───── Recorded data ─────
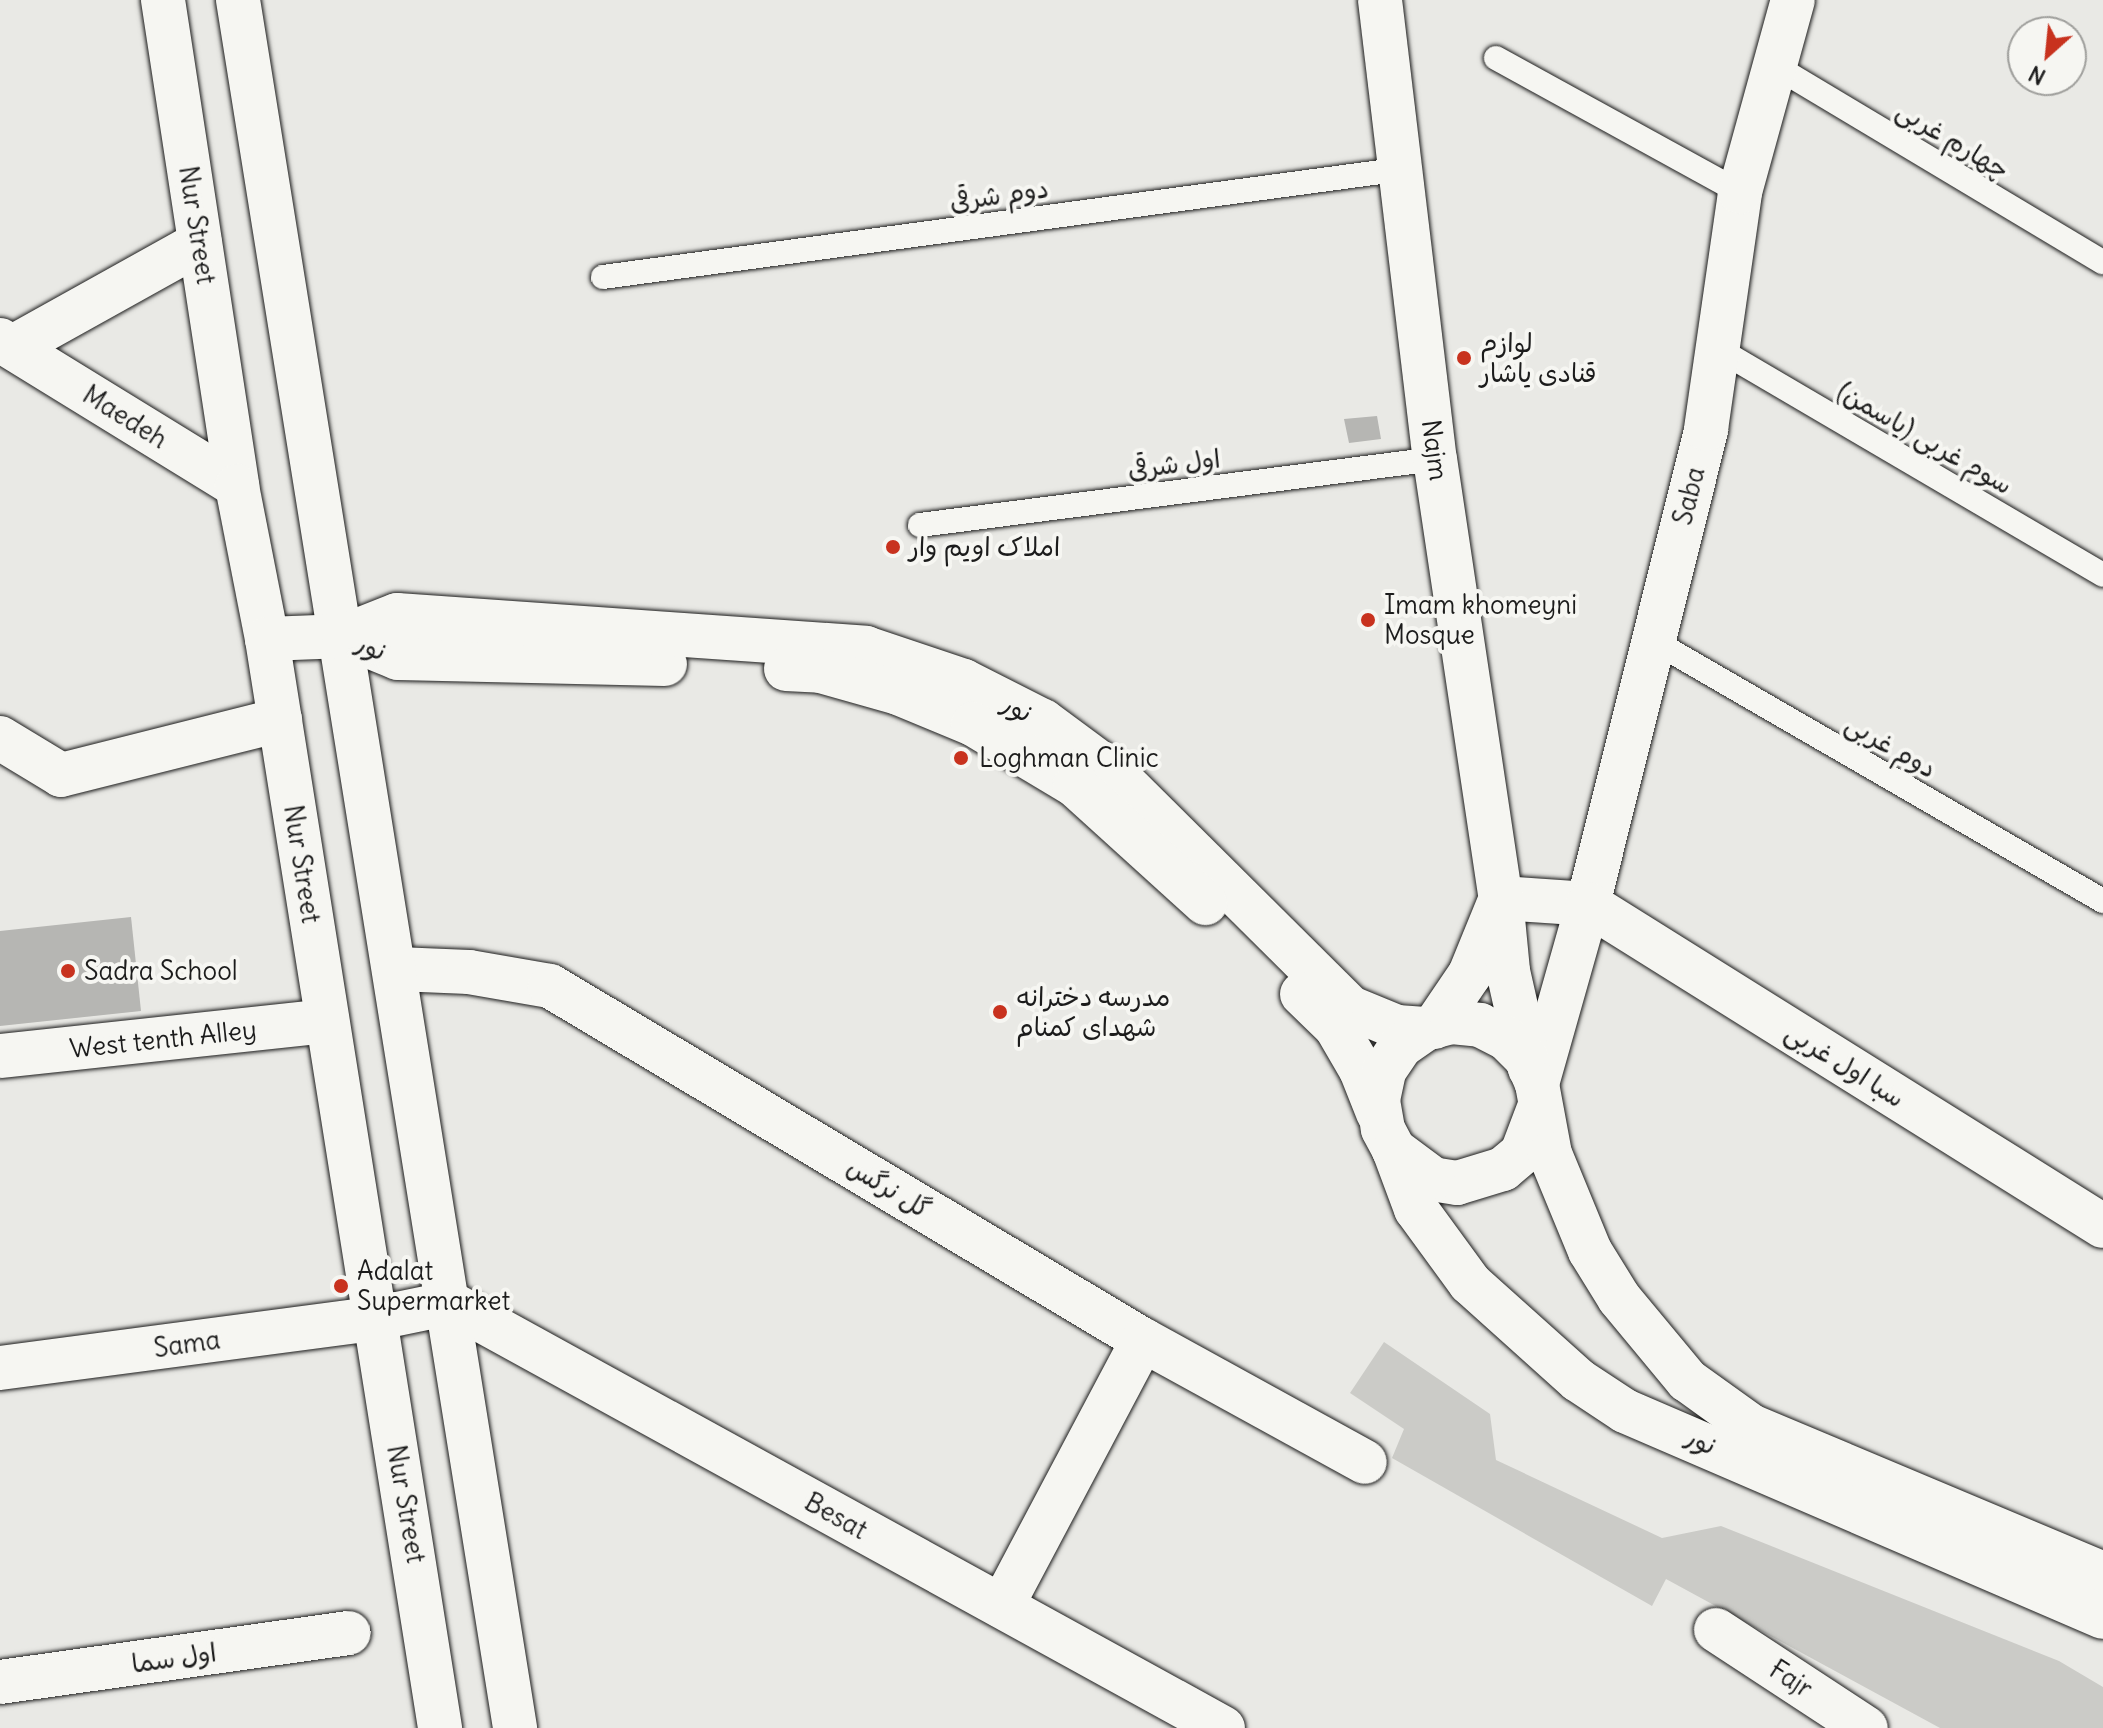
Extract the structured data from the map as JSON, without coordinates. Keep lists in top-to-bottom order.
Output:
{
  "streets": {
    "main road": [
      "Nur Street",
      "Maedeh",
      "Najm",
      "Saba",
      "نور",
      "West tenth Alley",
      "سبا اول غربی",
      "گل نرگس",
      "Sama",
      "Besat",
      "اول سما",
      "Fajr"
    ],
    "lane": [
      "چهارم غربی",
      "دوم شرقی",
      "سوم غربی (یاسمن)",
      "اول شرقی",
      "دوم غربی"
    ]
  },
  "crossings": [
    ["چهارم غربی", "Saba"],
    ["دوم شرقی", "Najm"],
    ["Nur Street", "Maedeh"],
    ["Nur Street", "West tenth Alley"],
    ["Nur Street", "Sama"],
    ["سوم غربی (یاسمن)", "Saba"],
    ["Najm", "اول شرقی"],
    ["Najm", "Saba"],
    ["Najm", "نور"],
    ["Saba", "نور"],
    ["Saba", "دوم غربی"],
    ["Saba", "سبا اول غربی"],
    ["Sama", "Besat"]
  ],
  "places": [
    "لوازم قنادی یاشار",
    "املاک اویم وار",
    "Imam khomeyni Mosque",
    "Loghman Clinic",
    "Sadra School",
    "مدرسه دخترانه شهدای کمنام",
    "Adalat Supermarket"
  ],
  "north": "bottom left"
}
─────
What you should do. Reproduce every line from the listing above that holds the word "bottom".

Answer to the exercise.
Extract the structured data from the map as JSON, without coordinates. Keep lists in top-to-bottom order.
  "north": "bottom left"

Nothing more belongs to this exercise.